- League: Eastern Hockey League
- Sport: Ice hockey
- Duration: Regular season September 2014 – March 2015 Postseason March 2015
- Games: 44
- Teams: 19

Regular season
- Season champions: Philadelphia Little Flyers

EHL Playoffs
- Finals champions: vacant
- Runners-up: Northern Cyclones

EHL seasons
- ← 2013–142015–16 →

= 2014–15 EHL season =

The 2014–15 EHL season was the 2nd season of the Eastern Hockey League. The regular season ran from September 2014 to March 2015 with a 44-game schedule for each team. The Philadelphia Little Flyers won the regular season championship. The Connecticut Oilers defeated the Northern Cyclones 3 games to 2 for the league championship, however, the Oilers were subsequently stripped of their title. USA Hockey determined that the team had used two players from Sweden who were ineligible due to errors with their paperwork.

== Member changes ==
- The New Hampshire/Laconia Leafs franchise rebranded as the New England Wolves and returned from their one-year hiatus.
- The East Coast Wizards joined the league as an expansion franchise.

== Regular season ==

The standings at the end of the regular season were as follows:

Note: x = clinched playoff berth; y = clinched division title; z = clinched regular season title

=== Standings ===
==== Boston Division ====

| Team | GP | W | L | OTL | SOL | Pts | GF | GA |
|---|---|---|---|---|---|---|---|---|
| xy – Walpole Express | 44 | 29 | 9 | 5 | 1 | 64 | 154 | 121 |
| x – East Coast Wizards | 44 | 21 | 20 | 2 | 1 | 45 | 121 | 142 |
| x – Boston Bandits | 44 | 18 | 20 | 2 | 4 | 42 | 118 | 138 |
| x – Boston Junior Rangers | 44 | 18 | 22 | 1 | 3 | 40 | 122 | 128 |
| x – Valley Jr.

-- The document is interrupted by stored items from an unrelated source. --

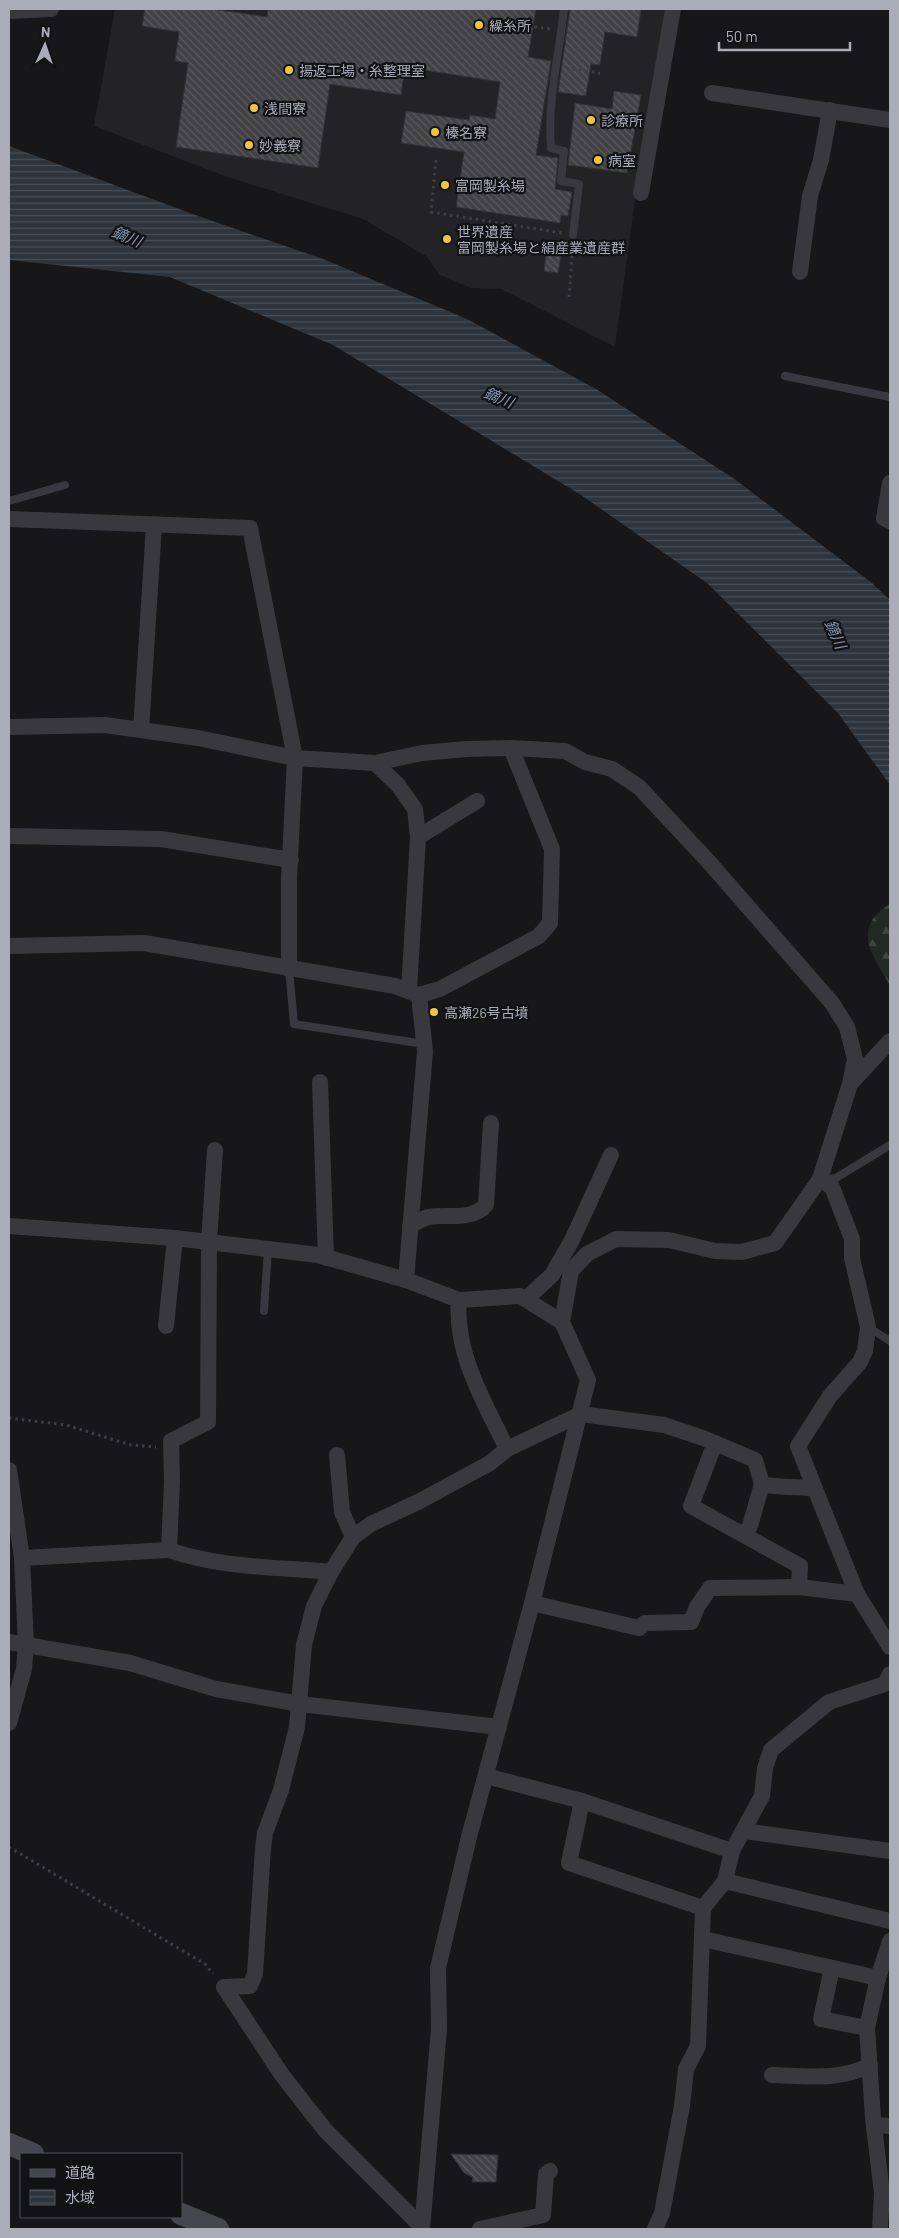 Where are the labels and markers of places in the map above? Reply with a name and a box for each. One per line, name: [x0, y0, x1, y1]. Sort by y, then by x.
place label: 繰糸所: [489, 17, 531, 34]
marker: 繰糸所: [473, 19, 485, 31]
place label: 揚返工場・糸整理室: [299, 62, 425, 79]
marker: 揚返工場・糸整理室: [283, 64, 295, 76]
place label: 浅間寮: [264, 100, 306, 117]
marker: 浅間寮: [248, 102, 260, 114]
place label: 診療所: [601, 112, 643, 129]
marker: 診療所: [585, 114, 597, 126]
place label: 榛名寮: [445, 124, 487, 141]
marker: 榛名寮: [429, 126, 441, 138]
place label: 妙義寮: [259, 137, 301, 154]
marker: 妙義寮: [243, 139, 255, 151]
place label: 病室: [608, 152, 636, 169]
marker: 病室: [592, 154, 604, 166]
place label: 富岡製糸場: [455, 177, 525, 194]
marker: 富岡製糸場: [439, 179, 451, 191]
place label: 世界遺産 富岡製糸場と絹産業遺産群: [457, 223, 625, 256]
marker: 世界遺産 富岡製糸場と絹産業遺産群: [441, 233, 453, 245]
place label: 高瀬26号古墳: [444, 1004, 529, 1021]
marker: 高瀬26号古墳: [428, 1006, 440, 1018] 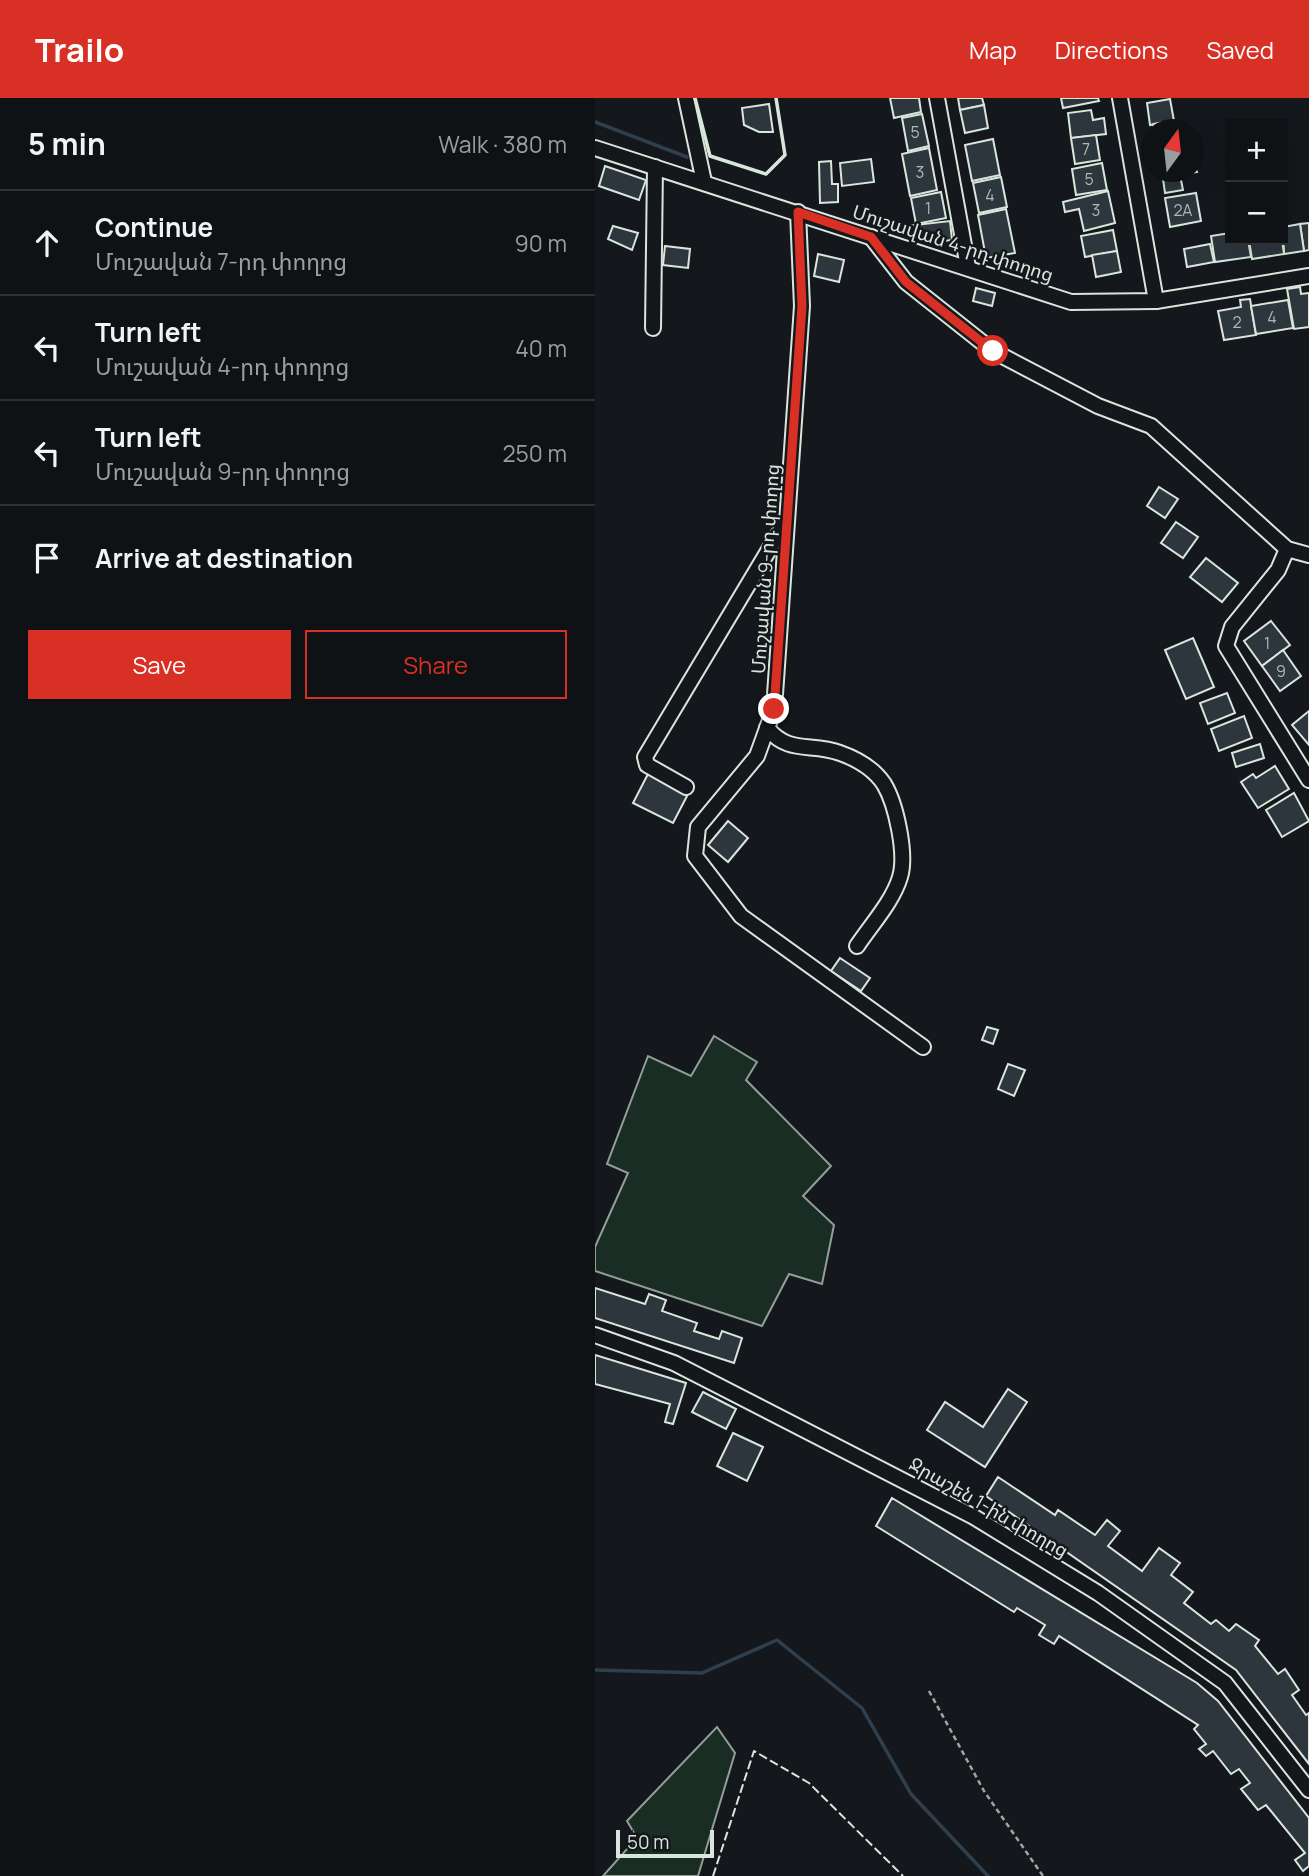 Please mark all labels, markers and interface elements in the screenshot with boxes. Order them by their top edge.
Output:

Warriors | 44 | 16 | 27 | 0 | 1 | 33 | 105 | 141 |

==== Central Division ====

| Team | GP | W | L | OTL | SOL | Pts | GF | GA |
|---|---|---|---|---|---|---|---|---|
| xy – Connecticut Oilers | 44 | 31 | 11 | 1 | 1 | 64 | 183 | 103 |
| x – Wilkes-Barre/Scranton Knights | 44 | 28 | 14 | 2 | 0 | 58 | 155 | 126 |
| x – New York Bobcats | 44 | 26 | 16 | 1 | 1 | 54 | 156 | 131 |
| x – Hartford Jr. Wolfpack | 44 | 24 | 17 | 0 | 3 | 51 | 167 | 133 |
| x – New York Apple Core | 44 | 19 | 22 | 1 | 2 | 41 | 135 | 164 |

==== North Division ====

| Team | GP | W | L | OTL | SOL | Pts | GF | GA |
|---|---|---|---|---|---|---|---|---|
| xy – New Hampshire Junior Monarchs | 44 | 34 | 7 | 1 | 2 | 71 | 159 | 89 |
| x – Northern Cyclones | 44 | 32 | 8 | 3 | 1 | 68 | 178 | 99 |
| x – Vermont Lumberjacks | 44 | 16 | 24 | 3 | 1 | 36 | 107 | 154 |
| New England Wolves | 44 | 13 | 29 | 1 | 1 | 28 | 92 | 169 |

==== South Division ====

| Team | GP | W | L | OTL | SOL | Pts | GF | GA |
|---|---|---|---|---|---|---|---|---|
| xyz – Philadelphia Little Flyers | 44 | 27 | 3 | 2 | 2 | 78 | 206 | 75 |
| x – Philadelphia Jr. Flyers | 44 | 23 | 19 | 1 | 1 | 48 | 124 | 122 |
| x – New Jersey Rockets | 44 | 16 | 25 | 1 | 2 | 35 | 126 | 191 |
| New Jersey Titans | 44 | 9 | 28 | 3 | 4 | 25 | 92 | 185 |
| Philadelphia Revolution | 44 | 8 | 32 | 4 | 0 | 20 | 87 | 176 |

== EHL playoffs ==
Note: Division Winners were seeded 1-4 followed by the next 12 teams based upon their overall record.
Teams are reseeded after each round irrespective of division rank.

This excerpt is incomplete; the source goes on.